La production quotidienne moyenne de pétrole brut du Nigeria a atteint 1,507 million de barils par jour (bpj) en juillet 2025, dépassant pour le deuxième mois consécutif l’objectif fixé par l’Organisation des pays exportateurs de pétrole (OPEP). Ces données sont issues du dernier rapport mensuel sur le marché pétrolier du cartel, publié mardi, et proviennent d’une communication directe entre les autorités nigérianes et l’organisation.
Ce niveau de production marque une légère hausse par rapport aux 1,505 million de bpj enregistrés en juin, confirmant le maintien du Nigeria en tête des producteurs africains, devant l’Algérie et ses 937 000 bpj. Selon l’OPEP, la production totale de ses membres et alliés (OPEP+) a atteint 41,94 millions de bpj en juillet, soit une augmentation de 335 000 bpj par rapport au mois précédent. Environ la moitié de cette hausse provient de l’Arabie saoudite, dont la production a progressé de 165 000 bpj pour atteindre 9,525 millions de bpj, même si Riyad a signalé avoir réduit sa production réelle à 9,2 millions de bpj. Le rapport prévient également que les stocks mondiaux de pétrole pourraient se contracter d’environ 1,2 million de bpj l’an prochain si l’OPEP+ ne relance pas une partie des volumes encore gelés.

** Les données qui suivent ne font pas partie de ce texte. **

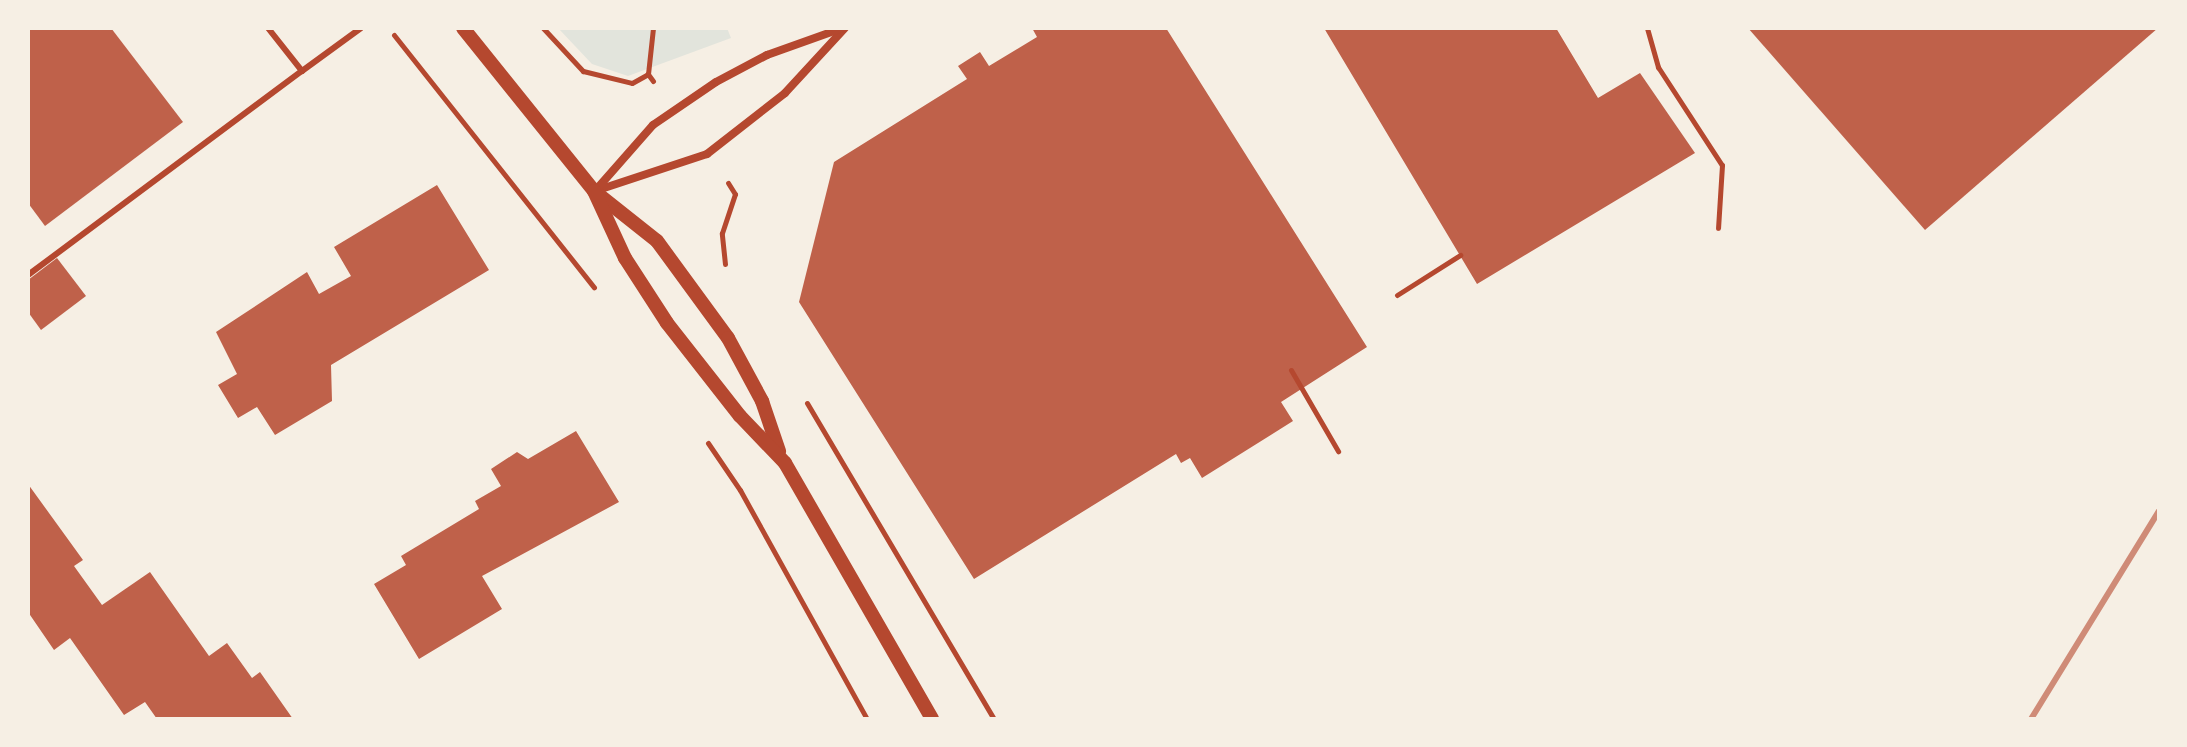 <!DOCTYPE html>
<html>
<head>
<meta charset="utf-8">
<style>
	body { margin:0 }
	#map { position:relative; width:2187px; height:747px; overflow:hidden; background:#f6efe4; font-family:Poppins,sans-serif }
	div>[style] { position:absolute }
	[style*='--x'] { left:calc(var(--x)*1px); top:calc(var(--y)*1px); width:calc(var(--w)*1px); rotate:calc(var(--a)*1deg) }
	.green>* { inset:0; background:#e2e4dc }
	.building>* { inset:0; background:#bf614a }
	.path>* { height:5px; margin:-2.5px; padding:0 2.5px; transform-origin:2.5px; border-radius:2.5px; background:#b5482f }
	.service>* { height:6px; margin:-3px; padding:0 3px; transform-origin:3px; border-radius:3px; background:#b5482f }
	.minor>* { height:8px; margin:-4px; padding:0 4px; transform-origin:4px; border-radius:4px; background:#b5482f }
	.tertiary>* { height:14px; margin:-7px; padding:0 7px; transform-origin:7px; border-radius:7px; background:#b5482f }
	.rail>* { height:6px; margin:-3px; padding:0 3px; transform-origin:3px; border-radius:3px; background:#cf8b77 }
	span { translate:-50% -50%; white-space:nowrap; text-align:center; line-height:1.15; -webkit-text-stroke:8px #f6efe4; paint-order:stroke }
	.frame { position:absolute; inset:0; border:30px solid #f6efe4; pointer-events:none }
</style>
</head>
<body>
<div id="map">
	<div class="green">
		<div style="clip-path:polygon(558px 28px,727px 28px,731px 38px,628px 76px,592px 64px)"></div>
	</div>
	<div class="building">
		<div style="clip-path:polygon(28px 28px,111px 28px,183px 122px,45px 226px,28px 203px)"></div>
		<div style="clip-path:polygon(1032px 28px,1166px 28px,1367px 347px,1281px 402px,1293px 421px,1202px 478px,1190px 458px,1181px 463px,1176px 454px,974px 579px,799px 302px,834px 162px,967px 79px,958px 66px,980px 52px,989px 66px,1037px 37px)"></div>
		<div style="clip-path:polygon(1324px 28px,1556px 28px,1598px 98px,1640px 73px,1695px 153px,1477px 284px)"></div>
		<div style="clip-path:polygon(1748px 28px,2158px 28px,1925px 230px)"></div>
		<div style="clip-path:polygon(437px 185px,489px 270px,331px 365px,332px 401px,275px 435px,257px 407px,238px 418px,218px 385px,237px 374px,216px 332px,307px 272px,319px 294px,351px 276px,334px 247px)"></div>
		<div style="clip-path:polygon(57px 258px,86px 296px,41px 330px,28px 312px,28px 280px)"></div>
		<div style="clip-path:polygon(576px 431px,619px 502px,482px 576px,502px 609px,419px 659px,374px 584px,406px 565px,401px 556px,479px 509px,475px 501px,501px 486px,491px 469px,517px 452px,528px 459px)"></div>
		<div style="clip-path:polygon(28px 484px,83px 560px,74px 566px,102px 605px,150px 572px,209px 656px,227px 643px,252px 678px,260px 672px,293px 719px,157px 719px,145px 702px,124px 715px,70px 638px,54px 650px,28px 612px)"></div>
	</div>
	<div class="path">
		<div style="--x:543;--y:28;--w:59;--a:47.1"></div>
		<div style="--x:583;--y:71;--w:50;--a:13.8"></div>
		<div style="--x:632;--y:83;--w:18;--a:-29"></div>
		<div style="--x:1647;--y:28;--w:41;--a:74.2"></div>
		<div style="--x:1658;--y:67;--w:117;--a:56.9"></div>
		<div style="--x:1722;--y:165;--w:63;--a:93.6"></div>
		<div style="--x:394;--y:35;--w:322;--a:51.6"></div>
		<div style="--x:653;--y:81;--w:9;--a:-126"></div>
		<div style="--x:648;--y:74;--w:46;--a:-83.8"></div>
		<div style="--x:725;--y:264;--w:31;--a:-96"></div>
		<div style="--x:722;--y:233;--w:41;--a:-71.6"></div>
		<div style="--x:735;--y:194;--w:13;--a:-122"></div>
		<div style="--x:1397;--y:295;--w:75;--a:-32.4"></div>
		<div style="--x:1291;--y:370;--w:94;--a:59.9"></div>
		<div style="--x:807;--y:403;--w:367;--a:59.4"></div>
		<div style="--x:708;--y:443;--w:57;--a:55.8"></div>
		<div style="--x:740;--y:490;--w:262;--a:61"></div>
	</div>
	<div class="service">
		<div style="--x:268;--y:28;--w:55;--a:51.7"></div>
		<div style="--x:302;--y:71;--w:73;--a:-36.1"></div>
		<div style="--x:28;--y:275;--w:342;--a:-36.7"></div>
	</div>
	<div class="minor">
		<div style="--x:595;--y:191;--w:118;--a:-18.3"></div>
		<div style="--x:707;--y:154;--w:99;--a:-38"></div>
		<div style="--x:785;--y:93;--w:88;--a:-47.3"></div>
		<div style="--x:595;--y:191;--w:88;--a:-48.7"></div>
		<div style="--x:653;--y:125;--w:76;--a:-34.3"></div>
		<div style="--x:716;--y:82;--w:58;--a:-27.9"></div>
		<div style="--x:767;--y:55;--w:81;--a:-19.6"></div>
	</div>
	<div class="tertiary">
		<div style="--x:463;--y:28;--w:209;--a:51.2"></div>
		<div style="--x:594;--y:191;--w:80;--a:38.4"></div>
		<div style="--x:657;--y:241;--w:120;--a:53.8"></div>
		<div style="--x:728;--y:338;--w:72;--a:61.6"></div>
		<div style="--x:762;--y:401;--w:53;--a:71.2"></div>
		<div style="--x:594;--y:191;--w:74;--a:65.2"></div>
		<div style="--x:625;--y:258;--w:77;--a:57.1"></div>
		<div style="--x:667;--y:323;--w:118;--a:51.9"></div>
		<div style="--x:740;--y:416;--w:65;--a:46.2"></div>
		<div style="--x:785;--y:463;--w:295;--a:60.1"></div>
	</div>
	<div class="rail">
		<div style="--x:2031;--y:719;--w:244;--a:-58.4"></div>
	</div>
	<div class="frame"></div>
</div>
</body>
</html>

Sur le plan national, le directeur général de la Nigerian Upstream Petroleum Regulatory Commission (NUPRC), Gbenga Komolafe, a indiqué que la production nigériane avait temporairement franchi le seuil de 1,8 million de bpj le mois dernier, avec une moyenne actuelle de 1,78 million de bpj. Il a attribué cette progression à un renforcement des opérations de sécurité, dans le cadre d’un plan visant à porter la production de 1 à 3 millions de bpj.
Parallèlement, la Nigerian National Petroleum Company Limited (NNPCL) rapporte une hausse de la production de gaz en juin 2025, à 7,581 milliards de pieds cubes standard par jour, contre 7,352 milliards en mai. Toutefois, les ventes de brut et de condensats ont reculé à 21,68 millions de barils sur la période, contre 24,77 millions un mois plus tôt.